## Data for processing
+-------+

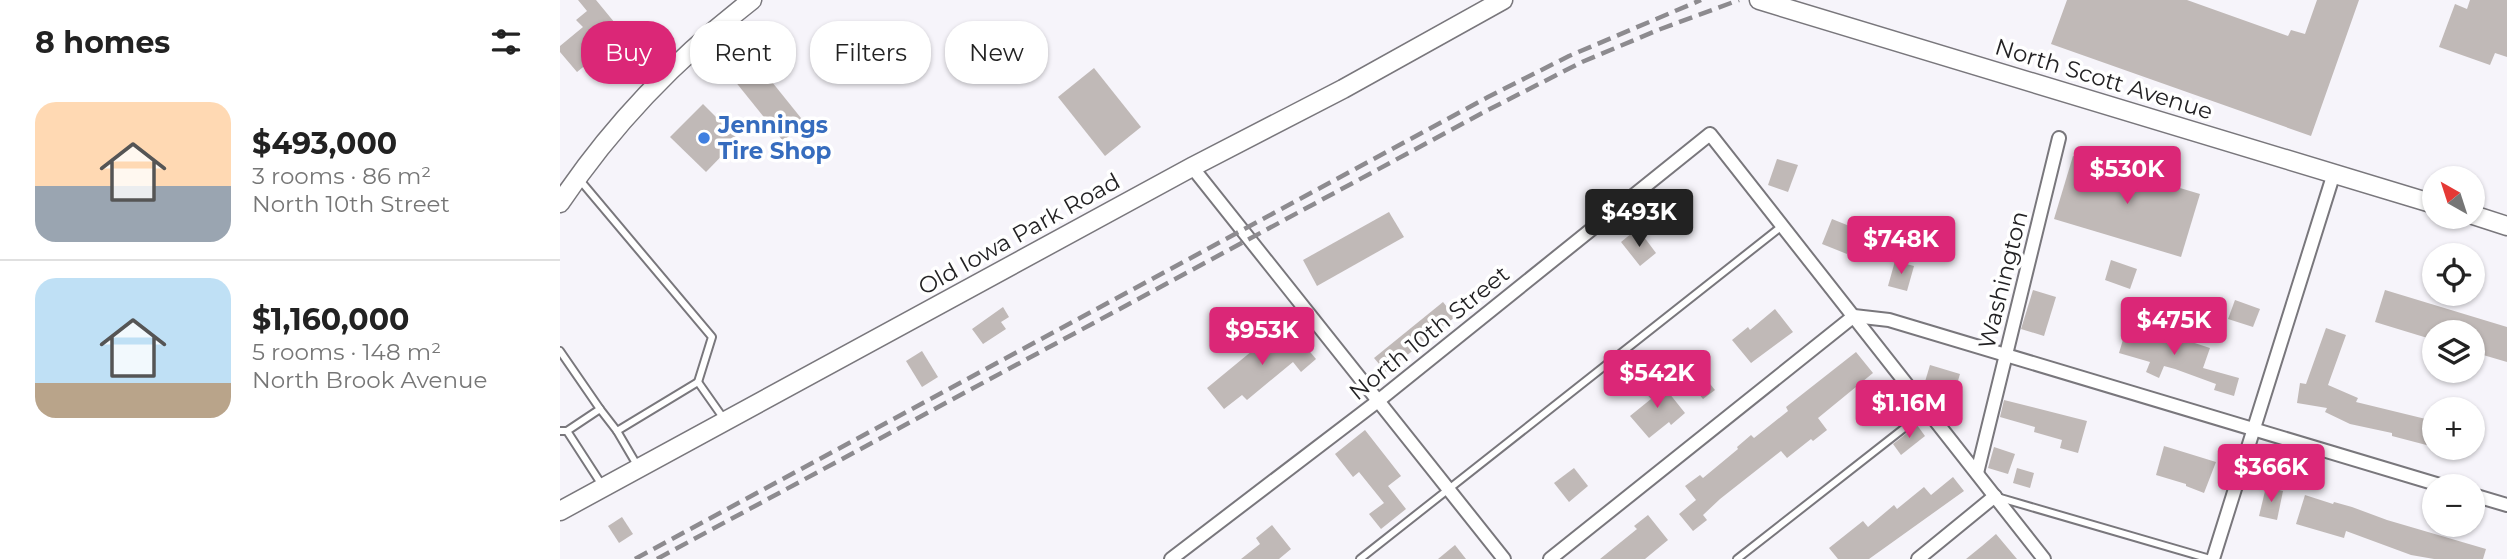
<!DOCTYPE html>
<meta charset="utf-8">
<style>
:root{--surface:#fff;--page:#f2f2f2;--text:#222;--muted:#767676;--line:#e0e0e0;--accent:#db2777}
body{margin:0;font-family:Montserrat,sans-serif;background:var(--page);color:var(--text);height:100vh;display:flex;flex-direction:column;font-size:26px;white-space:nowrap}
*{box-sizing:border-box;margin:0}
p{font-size:23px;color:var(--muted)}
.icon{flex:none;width:38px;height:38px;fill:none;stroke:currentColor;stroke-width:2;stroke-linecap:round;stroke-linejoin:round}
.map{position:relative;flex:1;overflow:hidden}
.details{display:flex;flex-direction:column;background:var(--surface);width:560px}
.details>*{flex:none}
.top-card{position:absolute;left:21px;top:21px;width:665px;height:63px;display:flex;gap:14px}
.needle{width:46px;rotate:321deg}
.tools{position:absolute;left:1862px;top:166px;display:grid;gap:14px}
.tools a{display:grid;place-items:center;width:63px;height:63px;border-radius:50%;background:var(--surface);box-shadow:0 2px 5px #0004;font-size:35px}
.price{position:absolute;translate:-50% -60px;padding:0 16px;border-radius:7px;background:var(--accent);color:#fff;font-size:23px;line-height:46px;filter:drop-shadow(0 2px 4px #0008)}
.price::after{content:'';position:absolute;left:50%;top:42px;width:21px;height:16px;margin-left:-10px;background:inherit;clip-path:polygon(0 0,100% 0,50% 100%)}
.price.active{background:#222;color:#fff}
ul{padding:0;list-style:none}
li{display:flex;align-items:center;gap:21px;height:175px;padding:0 35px}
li+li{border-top:2px solid var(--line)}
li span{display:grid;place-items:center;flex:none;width:196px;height:140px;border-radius:21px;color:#555}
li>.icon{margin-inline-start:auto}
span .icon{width:84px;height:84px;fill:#fffc;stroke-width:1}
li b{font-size:30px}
h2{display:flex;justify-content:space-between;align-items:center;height:84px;padding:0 35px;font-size:30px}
.tag{padding:0 24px;border-radius:28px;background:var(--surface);box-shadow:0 2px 5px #0004;font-size:24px;line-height:63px}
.tag.active{background:var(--accent);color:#fff}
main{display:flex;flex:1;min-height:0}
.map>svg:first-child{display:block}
</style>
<main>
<section class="details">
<h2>8 homes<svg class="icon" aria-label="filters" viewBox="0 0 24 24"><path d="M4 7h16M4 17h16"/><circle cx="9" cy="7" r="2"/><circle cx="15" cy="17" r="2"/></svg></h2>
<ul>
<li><span style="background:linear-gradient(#ffd9b3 60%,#9aa5b1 0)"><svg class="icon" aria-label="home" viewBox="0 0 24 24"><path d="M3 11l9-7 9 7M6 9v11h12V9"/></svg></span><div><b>$493,000</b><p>3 rooms · 86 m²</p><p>North 10th Street</p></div></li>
<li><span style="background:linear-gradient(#bfe0f5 75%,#b9a48a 0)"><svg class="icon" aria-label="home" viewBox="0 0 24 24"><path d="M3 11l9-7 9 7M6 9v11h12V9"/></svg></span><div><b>$1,160,000</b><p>5 rooms · 148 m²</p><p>North Brook Avenue</p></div></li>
</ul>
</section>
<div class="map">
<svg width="1947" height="559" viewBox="0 0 1947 559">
<rect width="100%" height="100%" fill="#f6f4fa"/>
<g fill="#c0b9b7">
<polygon points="18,0 36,0 64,34 17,72 0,52 0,46 23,27 16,20 27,11"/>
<polygon points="1507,0 1627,0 1728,36 1731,30 1745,34 1757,0 1799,0 1751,136 1491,44"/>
<polygon points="1910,0 1947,0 1947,57 1935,53 1930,65 1879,47 1895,4 1907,9"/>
<polygon points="188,52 245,123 223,141 166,70"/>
<polygon points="534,68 581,127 545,156 498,97"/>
<polygon points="143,104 178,139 146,172 110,137"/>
<polygon points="1513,156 1640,194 1621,257 1494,219"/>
<polygon points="1217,159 1238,165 1228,192 1208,185"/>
<polygon points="829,212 844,237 757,286 743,260"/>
<polygon points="1272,219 1297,229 1287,254 1262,244"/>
<polygon points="1072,233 1079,241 1084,237 1096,253 1080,266 1061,242"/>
<polygon points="1551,260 1577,269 1570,289 1545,280"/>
<polygon points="1335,261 1354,266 1347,291 1328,286"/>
<polygon points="1473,290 1496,297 1484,336 1461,329"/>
<polygon points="1825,290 1947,327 1947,362 1913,352 1913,332 1874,332 1874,340 1815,322"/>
<polygon points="1675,300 1700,309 1693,327 1668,319"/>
<polygon points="883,302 895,317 826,372 814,358"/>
<polygon points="443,307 449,317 441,322 446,329 423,344 412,329"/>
<polygon points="1215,309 1233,332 1191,363 1172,340 1188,327 1190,330"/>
<polygon points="726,323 756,359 741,372 733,362 687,400 682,395 664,409 647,388"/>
<polygon points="1567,326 1600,335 1601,332 1650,348 1643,368 1679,378 1674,396 1654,390 1656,384 1615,369 1604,366 1599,378 1586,372 1590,362 1559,353"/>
<polygon points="1766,328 1786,335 1768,385 1798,398 1796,402 1874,421 1874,447 1832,436 1832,433 1790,424 1765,412 1767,408 1737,403 1740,383 1746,384"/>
<polygon points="362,351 378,377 362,387 346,361"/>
<polygon points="1296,352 1313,373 1258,418 1267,430 1253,441 1251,439 1227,458 1221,451 1160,499 1143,515 1147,520 1133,531 1119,514 1136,500 1125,486 1140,475 1143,478 1178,449 1177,447 1191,435 1194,438 1228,411 1226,407"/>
<polygon points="1370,365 1400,374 1394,394 1364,385"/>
<polygon points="1135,366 1155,390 1143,399 1123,375"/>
<polygon points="1097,378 1125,413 1111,425 1109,422 1089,438 1070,416 1091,399 1083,390"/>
<polygon points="1444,400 1527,421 1518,453 1500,448 1502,440 1474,432 1475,427 1440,417"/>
<polygon points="1357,425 1365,436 1341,455 1333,444"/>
<polygon points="805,430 841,476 828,486 846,509 821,529 809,514 824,503 799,472 793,477 775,454"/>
<polygon points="1604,446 1656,462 1644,493 1626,486 1626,484 1596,475"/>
<polygon points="1434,447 1455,454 1448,474 1428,468"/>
<polygon points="1014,468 1028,486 1009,502 994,483"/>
<polygon points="1457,468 1474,473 1470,488 1453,483"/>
<polygon points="1393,477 1404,491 1309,559 1278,559 1269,548 1303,521 1308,527 1334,505 1337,509 1364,487 1371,495"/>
<polygon points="1706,487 1723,491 1717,520 1699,516"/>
<polygon points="1745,495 1773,504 1774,502 1792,507 1827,520 1926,549 1923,559 1874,559 1851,555 1786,531 1784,538 1736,524"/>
<polygon points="1088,515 1108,540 1085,559 1040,559 1077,529 1074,526"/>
<polygon points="62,517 73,534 59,543 48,526"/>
<polygon points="712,525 731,549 719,559 681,559 700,544 696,538"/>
<polygon points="1436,534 1457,559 1406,559 1422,546"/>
<polygon points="895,545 906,559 878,559"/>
</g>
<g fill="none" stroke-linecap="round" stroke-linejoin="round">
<defs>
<g id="lane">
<polyline points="19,179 152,337 138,382"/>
<polyline points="0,351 40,409"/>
<polyline points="0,431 7,431 42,485"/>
<polyline points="7,431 40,409 57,431 138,382 164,419"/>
<polyline points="57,431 77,465"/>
<polyline points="1437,497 1650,559"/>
<polyline points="800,559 1222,226"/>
<polyline points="1177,559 1366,411"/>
</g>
<g id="street">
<polyline points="632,167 944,559"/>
<polyline points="1417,473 1499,138"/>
<polyline points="1913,495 1947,505"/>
<polyline points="611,559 818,401 1150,134 1484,559"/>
<polyline points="990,559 1294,316 1329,320 1883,486"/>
<polyline points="1358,559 1435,496"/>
<polyline points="1653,559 1774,173"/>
</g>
<g id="secondary">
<polyline points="1199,0 1874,204"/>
<path d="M0,203C52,125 118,57 192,0"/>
<polyline points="1913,215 1947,226"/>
<polyline points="0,511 632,167 783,89 943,0"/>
</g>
</defs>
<use href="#lane" stroke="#79777c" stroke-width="10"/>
<use href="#street" stroke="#79777c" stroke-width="16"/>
<use href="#secondary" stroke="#79777c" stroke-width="21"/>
<use href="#lane" stroke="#fff" stroke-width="6"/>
<use href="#street" stroke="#fff" stroke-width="12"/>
<use href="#secondary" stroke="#fff" stroke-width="18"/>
<g stroke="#8d8b8f" stroke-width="4.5" stroke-dasharray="14 7" stroke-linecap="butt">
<polyline points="75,559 928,97 1009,56 1141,0"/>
<polyline points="97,559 926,111 1022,62 1098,30 1179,0"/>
</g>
</g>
<circle fill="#3f7fe0" stroke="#fff" stroke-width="2.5" cx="144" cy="138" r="7"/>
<g text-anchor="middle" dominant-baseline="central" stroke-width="7" stroke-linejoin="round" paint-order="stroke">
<g font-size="23" fill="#232224" stroke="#fff">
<text transform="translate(1544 79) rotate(17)">North Scott Avenue</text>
<text transform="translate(459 234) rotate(-29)">Old Iowa Park Road</text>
<text transform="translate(1443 280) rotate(-76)">Washington</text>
<text transform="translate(869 333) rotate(-39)">North 10th Street</text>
</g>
<g font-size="23" font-weight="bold" fill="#366cbe" stroke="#fff" text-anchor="start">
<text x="158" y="125">Jennings<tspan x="158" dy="26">Tire Shop</tspan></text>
</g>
</g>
</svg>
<div class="tools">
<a><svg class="needle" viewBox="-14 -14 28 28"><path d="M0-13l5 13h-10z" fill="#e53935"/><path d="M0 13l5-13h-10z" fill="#767676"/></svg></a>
<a><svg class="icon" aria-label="locate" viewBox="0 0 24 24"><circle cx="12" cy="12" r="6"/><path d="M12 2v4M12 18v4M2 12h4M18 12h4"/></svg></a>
<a><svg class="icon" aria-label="layers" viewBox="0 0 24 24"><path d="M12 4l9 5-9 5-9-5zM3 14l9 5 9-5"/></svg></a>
<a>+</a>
<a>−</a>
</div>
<b class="price" style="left:1567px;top:206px">$530K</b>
<b class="price active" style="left:1079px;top:249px">$493K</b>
<b class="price" style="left:1341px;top:276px">$748K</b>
<b class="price" style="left:1614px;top:357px">$475K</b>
<b class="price" style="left:702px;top:367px">$953K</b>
<b class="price" style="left:1097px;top:410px">$542K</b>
<b class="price" style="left:1349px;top:440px">$1.16M</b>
<b class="price" style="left:1711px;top:504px">$366K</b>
<div class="top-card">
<a class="tag active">Buy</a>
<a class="tag">Rent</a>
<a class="tag">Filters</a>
<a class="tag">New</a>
</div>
</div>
</main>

+-------+

## Work to complete
Please return each line of the listing above that contains "details".

## Output
.details{display:flex;flex-direction:column;background:var(--surface);width:560px}
.details>*{flex:none}
<section class="details">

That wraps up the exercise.